O espectador acompanha cada cena diante da técnica teatral empreendida para levá-lo a um lugar de possibilidades infinitas do olhar, da extensa gama de vermelhos vistos e ainda não vistos. O ritmo cênico pontuado por um discurso pertinente à cena contemporânea (talvez de um romantismo fora de época ou nunca existente diante de um mercado de arte selvagem) e o rigor plástico fazem do espectador um aliado do drama vivido pelo artista, pelos artistas imbuídos por um ideal. A experiência de uma geração, um momento artístico sob uma outra lógica, é explicitado na cena final na qual Rothko fala para Ken: “Quando eu tinha a sua idade, arte era uma coisa solitária: sem galerias, sem coleções, sem críticos, sem dinheiro. Nós não tínhamos mentores. Nós não tínhamos pais. Nós estávamos sozinhos. Mas era um grande tempo, porque nós não tínhamos nada a perder e uma visão a ganhar”.

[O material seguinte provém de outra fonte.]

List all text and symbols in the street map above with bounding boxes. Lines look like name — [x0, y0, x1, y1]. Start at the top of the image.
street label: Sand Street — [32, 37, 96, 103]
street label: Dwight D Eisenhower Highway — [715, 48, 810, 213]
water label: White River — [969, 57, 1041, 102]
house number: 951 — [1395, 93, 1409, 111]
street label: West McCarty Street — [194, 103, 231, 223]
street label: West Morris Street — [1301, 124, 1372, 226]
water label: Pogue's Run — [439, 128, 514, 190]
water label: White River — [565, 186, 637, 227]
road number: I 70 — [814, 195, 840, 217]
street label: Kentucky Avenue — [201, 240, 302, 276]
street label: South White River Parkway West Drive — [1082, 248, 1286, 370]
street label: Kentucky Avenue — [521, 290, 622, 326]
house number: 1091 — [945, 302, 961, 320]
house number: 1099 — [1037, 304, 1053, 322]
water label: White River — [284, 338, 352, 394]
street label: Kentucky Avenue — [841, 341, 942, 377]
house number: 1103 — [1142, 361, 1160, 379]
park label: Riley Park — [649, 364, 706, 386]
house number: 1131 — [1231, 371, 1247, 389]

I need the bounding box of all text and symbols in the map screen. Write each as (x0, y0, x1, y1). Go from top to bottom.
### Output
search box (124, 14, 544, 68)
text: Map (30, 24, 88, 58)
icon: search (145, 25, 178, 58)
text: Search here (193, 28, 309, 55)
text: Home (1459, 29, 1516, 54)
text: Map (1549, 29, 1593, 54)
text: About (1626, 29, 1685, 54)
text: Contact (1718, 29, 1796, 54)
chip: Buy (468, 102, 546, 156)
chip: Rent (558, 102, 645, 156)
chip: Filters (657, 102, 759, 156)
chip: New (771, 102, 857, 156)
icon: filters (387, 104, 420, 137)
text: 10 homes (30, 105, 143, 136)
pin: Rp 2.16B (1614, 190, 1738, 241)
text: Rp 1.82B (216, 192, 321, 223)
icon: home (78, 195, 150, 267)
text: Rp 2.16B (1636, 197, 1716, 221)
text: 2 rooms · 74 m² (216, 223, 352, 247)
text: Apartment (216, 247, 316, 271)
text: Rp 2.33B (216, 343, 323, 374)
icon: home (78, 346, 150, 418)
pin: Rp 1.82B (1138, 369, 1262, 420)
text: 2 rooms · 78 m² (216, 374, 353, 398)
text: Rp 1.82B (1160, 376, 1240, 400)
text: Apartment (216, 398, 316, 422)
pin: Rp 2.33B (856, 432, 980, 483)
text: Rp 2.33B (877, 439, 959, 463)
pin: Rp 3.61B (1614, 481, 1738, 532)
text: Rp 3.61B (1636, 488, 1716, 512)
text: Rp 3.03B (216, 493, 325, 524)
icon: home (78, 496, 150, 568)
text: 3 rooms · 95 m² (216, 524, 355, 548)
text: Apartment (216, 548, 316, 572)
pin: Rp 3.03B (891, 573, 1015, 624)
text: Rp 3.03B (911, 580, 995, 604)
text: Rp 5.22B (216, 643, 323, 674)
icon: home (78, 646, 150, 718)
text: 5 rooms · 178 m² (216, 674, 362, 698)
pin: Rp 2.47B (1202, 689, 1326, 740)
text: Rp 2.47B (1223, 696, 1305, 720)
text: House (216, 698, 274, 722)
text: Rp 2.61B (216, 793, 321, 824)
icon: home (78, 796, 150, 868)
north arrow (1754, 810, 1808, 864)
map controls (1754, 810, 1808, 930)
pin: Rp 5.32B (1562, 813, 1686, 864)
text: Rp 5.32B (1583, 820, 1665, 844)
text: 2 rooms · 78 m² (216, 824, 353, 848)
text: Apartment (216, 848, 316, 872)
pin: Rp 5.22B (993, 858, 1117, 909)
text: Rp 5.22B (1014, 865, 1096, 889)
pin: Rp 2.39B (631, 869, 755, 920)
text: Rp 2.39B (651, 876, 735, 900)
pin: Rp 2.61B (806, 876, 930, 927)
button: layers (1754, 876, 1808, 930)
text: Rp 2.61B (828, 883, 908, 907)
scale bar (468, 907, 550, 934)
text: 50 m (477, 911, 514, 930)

A metamorfose do olhar diante do vermelho percorre mais do que as quatro estações de Vivaldi. Um olhar atento balbucia, mas não tarda a percorrer os caminhos do infinito diante dos campos de cor. O coração sente o que um olhar entregue conseguiu conquistar a partir de embates estéticos e éticos de um artista em processo de insurreição.